### DATA RECORDS

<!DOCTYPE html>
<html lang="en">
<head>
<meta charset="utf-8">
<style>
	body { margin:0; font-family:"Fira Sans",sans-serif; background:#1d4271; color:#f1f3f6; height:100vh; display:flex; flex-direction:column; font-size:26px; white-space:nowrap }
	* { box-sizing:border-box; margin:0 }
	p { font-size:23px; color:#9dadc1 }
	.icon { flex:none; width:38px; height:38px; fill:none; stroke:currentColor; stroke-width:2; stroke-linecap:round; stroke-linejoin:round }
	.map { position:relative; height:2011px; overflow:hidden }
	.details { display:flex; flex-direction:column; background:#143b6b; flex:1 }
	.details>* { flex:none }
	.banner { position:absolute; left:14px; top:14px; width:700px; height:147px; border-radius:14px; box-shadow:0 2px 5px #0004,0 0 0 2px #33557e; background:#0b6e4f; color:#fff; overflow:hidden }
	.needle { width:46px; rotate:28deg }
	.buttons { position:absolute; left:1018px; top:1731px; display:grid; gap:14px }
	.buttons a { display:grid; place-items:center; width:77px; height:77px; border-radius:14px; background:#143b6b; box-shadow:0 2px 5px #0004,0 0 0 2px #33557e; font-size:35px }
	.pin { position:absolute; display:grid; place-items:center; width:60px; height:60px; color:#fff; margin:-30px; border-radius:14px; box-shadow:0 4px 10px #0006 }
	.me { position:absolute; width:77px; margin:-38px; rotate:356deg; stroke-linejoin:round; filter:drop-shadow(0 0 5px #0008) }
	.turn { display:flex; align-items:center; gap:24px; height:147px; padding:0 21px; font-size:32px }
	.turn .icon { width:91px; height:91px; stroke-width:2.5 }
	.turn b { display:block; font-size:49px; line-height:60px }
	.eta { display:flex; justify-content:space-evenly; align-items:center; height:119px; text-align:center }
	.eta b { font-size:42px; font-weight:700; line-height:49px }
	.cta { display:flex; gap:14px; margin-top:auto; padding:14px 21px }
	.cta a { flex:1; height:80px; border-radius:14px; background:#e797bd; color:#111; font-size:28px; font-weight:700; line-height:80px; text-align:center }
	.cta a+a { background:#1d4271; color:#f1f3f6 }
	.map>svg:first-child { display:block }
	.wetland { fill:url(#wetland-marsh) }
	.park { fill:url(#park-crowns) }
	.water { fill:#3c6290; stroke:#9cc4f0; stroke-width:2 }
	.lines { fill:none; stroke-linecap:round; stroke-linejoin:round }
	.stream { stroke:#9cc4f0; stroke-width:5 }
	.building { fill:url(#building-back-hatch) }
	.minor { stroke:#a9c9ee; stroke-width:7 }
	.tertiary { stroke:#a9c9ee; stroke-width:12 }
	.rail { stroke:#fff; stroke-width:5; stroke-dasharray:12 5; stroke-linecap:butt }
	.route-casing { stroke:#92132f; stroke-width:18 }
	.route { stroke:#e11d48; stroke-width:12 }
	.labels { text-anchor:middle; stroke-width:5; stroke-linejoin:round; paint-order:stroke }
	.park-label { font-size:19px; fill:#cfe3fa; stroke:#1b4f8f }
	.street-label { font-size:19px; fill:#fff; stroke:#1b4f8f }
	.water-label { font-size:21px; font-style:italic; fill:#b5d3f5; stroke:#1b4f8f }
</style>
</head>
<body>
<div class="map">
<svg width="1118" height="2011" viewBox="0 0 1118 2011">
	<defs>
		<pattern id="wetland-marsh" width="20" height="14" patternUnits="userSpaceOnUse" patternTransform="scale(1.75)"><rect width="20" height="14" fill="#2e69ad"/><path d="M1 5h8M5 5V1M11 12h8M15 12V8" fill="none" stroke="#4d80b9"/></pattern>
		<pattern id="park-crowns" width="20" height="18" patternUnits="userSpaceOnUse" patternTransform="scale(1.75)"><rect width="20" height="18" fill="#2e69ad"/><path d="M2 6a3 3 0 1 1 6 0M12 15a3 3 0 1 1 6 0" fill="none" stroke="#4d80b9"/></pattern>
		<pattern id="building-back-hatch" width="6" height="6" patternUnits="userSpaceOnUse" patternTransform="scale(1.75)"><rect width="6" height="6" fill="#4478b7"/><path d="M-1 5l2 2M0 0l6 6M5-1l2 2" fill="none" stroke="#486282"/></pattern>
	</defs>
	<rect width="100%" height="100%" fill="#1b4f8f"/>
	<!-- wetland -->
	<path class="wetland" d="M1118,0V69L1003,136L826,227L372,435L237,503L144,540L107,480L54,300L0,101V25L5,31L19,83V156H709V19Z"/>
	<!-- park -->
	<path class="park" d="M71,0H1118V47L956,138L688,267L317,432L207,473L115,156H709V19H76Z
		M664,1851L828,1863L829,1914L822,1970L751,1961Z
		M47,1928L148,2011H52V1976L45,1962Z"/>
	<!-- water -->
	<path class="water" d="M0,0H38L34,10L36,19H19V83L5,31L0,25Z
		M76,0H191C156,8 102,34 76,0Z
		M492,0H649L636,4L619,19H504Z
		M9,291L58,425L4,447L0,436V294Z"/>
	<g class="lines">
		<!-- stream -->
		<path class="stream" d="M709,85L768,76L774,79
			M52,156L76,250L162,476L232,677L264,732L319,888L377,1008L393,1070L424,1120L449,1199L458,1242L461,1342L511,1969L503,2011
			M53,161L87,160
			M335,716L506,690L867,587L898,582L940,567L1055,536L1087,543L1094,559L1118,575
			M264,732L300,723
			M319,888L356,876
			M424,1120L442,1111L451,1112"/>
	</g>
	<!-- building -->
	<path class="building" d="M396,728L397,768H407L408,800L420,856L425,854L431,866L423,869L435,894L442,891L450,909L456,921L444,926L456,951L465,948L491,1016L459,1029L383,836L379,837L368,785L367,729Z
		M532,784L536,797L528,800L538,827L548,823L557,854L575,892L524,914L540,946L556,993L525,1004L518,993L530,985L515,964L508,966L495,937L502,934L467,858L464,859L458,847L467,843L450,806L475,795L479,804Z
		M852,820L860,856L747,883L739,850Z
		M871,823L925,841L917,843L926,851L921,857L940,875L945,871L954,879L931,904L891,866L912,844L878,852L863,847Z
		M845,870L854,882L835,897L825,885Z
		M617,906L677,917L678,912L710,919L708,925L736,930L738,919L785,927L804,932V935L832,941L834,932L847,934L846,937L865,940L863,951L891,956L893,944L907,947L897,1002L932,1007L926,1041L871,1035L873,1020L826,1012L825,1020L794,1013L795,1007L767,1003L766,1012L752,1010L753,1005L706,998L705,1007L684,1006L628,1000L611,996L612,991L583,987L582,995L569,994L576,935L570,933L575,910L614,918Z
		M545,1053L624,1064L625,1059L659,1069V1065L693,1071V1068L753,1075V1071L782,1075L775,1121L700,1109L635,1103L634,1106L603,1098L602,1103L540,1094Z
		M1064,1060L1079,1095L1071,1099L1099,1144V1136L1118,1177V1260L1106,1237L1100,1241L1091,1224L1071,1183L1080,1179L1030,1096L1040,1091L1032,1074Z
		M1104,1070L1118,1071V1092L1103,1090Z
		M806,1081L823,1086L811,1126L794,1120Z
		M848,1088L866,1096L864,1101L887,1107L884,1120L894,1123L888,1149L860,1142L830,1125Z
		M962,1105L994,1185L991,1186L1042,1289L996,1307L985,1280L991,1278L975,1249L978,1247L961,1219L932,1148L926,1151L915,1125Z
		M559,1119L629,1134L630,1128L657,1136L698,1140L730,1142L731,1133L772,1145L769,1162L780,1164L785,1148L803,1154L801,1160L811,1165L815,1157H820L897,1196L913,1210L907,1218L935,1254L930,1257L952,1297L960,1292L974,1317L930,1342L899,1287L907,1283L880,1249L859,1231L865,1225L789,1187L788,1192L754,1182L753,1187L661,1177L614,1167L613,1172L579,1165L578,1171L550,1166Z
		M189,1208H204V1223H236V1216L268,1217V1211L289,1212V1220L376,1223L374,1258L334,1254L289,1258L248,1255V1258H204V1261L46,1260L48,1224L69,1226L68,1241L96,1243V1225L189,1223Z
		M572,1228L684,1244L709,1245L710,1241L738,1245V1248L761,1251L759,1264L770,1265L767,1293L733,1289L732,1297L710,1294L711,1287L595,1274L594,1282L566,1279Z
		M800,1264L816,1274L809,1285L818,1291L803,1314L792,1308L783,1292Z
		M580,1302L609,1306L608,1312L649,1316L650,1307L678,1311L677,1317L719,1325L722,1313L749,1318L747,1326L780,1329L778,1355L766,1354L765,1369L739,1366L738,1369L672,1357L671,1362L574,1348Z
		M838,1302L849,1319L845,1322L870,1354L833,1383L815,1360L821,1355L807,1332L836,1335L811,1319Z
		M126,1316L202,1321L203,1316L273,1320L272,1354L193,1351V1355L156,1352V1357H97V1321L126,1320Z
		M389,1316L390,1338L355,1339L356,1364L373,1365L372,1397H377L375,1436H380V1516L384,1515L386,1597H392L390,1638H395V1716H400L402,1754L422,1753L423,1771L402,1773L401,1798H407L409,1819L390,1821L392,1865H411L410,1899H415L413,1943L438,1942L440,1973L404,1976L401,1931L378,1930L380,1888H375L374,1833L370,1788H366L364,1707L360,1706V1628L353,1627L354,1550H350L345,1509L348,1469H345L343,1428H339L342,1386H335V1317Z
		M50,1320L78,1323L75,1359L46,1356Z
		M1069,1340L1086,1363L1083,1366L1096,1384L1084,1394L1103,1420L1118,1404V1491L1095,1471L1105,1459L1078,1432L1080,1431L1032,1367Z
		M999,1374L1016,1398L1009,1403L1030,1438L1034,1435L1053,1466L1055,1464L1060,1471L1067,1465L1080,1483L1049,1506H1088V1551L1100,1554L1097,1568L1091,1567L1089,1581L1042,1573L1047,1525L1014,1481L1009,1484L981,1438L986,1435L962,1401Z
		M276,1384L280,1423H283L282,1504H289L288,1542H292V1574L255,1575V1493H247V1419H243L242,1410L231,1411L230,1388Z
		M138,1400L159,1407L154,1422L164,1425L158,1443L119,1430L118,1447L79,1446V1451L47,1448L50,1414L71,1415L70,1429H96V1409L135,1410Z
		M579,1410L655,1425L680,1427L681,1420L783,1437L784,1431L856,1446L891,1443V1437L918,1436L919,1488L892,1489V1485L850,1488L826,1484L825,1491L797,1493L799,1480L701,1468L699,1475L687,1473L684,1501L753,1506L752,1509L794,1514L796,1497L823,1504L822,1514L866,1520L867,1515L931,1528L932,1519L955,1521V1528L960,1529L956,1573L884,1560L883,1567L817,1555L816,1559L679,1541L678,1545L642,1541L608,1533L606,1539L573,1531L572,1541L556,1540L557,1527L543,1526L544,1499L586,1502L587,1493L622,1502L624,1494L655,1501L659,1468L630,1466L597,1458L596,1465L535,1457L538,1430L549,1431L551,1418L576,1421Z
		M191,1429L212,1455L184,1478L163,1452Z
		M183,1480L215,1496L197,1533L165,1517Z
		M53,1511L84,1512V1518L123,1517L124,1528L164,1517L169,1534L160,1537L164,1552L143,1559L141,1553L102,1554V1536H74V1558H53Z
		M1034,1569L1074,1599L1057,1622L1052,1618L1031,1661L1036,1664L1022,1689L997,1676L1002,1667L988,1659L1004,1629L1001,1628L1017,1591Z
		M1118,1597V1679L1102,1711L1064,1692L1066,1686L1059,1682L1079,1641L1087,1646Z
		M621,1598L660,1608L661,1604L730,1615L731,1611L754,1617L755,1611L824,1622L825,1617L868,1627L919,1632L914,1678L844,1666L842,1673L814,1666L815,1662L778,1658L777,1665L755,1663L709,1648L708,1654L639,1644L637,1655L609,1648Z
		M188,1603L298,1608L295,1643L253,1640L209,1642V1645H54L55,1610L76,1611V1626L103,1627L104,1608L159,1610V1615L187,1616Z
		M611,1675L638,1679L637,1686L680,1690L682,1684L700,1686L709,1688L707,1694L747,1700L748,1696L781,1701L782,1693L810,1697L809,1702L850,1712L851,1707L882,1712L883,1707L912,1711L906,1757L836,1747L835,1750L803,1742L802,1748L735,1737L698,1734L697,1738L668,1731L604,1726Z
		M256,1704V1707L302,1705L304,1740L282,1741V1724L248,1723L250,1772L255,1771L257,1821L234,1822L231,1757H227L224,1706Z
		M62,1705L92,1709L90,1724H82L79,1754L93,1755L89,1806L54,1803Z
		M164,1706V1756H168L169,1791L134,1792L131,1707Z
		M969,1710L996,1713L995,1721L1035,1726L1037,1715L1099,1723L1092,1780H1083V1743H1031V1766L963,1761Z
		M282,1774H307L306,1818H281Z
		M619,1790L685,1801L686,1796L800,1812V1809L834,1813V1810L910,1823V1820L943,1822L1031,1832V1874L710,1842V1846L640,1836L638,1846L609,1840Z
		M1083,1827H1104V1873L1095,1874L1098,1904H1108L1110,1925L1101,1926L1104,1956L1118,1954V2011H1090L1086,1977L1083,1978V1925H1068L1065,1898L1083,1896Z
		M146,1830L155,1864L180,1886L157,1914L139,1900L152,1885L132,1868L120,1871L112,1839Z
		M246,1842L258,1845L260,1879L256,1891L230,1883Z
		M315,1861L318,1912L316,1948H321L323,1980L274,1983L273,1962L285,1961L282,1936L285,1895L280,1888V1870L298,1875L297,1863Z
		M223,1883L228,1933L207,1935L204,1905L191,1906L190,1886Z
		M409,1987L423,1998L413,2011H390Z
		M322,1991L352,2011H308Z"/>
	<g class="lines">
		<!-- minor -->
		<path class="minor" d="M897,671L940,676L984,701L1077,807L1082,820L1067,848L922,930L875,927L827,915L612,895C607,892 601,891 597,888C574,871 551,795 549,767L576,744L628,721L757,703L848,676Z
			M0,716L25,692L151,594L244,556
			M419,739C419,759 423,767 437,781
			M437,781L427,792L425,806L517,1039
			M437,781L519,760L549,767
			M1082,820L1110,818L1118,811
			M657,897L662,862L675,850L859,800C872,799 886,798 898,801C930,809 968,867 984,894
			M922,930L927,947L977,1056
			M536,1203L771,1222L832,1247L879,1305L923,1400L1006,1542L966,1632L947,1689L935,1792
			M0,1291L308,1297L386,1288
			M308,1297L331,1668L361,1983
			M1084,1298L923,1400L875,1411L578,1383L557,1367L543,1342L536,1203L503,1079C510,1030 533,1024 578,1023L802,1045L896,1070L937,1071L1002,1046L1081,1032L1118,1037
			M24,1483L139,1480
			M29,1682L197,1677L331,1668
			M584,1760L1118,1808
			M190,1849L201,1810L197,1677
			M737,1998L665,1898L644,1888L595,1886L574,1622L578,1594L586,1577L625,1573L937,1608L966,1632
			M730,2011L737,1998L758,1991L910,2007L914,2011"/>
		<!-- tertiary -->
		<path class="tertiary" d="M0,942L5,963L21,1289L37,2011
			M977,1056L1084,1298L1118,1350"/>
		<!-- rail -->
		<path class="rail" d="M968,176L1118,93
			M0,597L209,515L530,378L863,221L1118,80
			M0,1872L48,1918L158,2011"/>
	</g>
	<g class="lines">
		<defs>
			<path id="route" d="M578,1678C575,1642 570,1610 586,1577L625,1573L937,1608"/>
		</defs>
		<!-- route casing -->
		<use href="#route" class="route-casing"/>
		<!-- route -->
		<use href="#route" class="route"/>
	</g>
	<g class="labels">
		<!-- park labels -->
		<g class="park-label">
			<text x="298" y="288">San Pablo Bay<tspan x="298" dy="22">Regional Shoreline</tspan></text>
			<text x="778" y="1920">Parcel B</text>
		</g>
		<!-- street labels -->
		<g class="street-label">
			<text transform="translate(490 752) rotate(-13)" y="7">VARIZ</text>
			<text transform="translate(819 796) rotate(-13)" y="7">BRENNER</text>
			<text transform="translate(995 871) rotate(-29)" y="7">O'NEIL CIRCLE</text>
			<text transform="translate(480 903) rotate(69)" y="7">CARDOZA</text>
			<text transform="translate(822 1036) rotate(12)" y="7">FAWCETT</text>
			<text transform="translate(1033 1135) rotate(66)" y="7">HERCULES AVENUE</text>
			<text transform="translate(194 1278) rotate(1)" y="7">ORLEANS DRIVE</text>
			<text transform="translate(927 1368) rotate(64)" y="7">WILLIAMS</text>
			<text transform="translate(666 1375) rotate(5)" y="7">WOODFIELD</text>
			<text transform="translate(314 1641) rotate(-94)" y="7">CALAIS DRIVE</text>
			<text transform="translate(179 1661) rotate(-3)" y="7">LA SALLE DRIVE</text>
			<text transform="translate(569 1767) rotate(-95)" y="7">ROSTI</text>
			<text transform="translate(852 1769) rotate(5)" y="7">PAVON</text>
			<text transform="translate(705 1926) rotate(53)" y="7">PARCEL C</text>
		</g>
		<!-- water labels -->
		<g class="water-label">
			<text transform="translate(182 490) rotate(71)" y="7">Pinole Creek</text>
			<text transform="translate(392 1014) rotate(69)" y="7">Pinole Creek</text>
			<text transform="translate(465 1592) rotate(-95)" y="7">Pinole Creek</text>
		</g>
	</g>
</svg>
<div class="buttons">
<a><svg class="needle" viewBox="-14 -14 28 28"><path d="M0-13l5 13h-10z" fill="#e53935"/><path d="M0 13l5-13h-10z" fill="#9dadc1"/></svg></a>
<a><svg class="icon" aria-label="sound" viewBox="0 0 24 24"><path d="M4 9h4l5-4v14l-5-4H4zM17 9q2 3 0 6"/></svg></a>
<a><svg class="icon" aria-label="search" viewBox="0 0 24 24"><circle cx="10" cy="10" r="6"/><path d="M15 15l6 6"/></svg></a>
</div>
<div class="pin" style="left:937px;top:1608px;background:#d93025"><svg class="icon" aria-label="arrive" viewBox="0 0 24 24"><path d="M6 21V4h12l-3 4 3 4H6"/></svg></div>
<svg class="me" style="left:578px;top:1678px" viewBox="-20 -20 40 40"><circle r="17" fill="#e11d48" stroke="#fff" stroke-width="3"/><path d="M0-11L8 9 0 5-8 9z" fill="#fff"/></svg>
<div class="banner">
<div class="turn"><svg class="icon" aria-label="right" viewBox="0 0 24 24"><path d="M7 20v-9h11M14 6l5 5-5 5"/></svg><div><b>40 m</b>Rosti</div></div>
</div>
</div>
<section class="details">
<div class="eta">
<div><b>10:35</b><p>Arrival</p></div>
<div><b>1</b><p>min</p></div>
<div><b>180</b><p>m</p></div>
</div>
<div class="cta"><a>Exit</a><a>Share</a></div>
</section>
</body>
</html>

######

Give an exact copy of the lines above from the line with "position:absolute; width:77px; margin:-38px;" up to and including the line with "display:flex; gap:14px; margin-top:auto;", and leave everything else out.

**YOUR RESPONSE:**
	.me { position:absolute; width:77px; margin:-38px; rotate:356deg; stroke-linejoin:round; filter:drop-shadow(0 0 5px #0008) }
	.turn { display:flex; align-items:center; gap:24px; height:147px; padding:0 21px; font-size:32px }
	.turn .icon { width:91px; height:91px; stroke-width:2.5 }
	.turn b { display:block; font-size:49px; line-height:60px }
	.eta { display:flex; justify-content:space-evenly; align-items:center; height:119px; text-align:center }
	.eta b { font-size:42px; font-weight:700; line-height:49px }
	.cta { display:flex; gap:14px; margin-top:auto; padding:14px 21px }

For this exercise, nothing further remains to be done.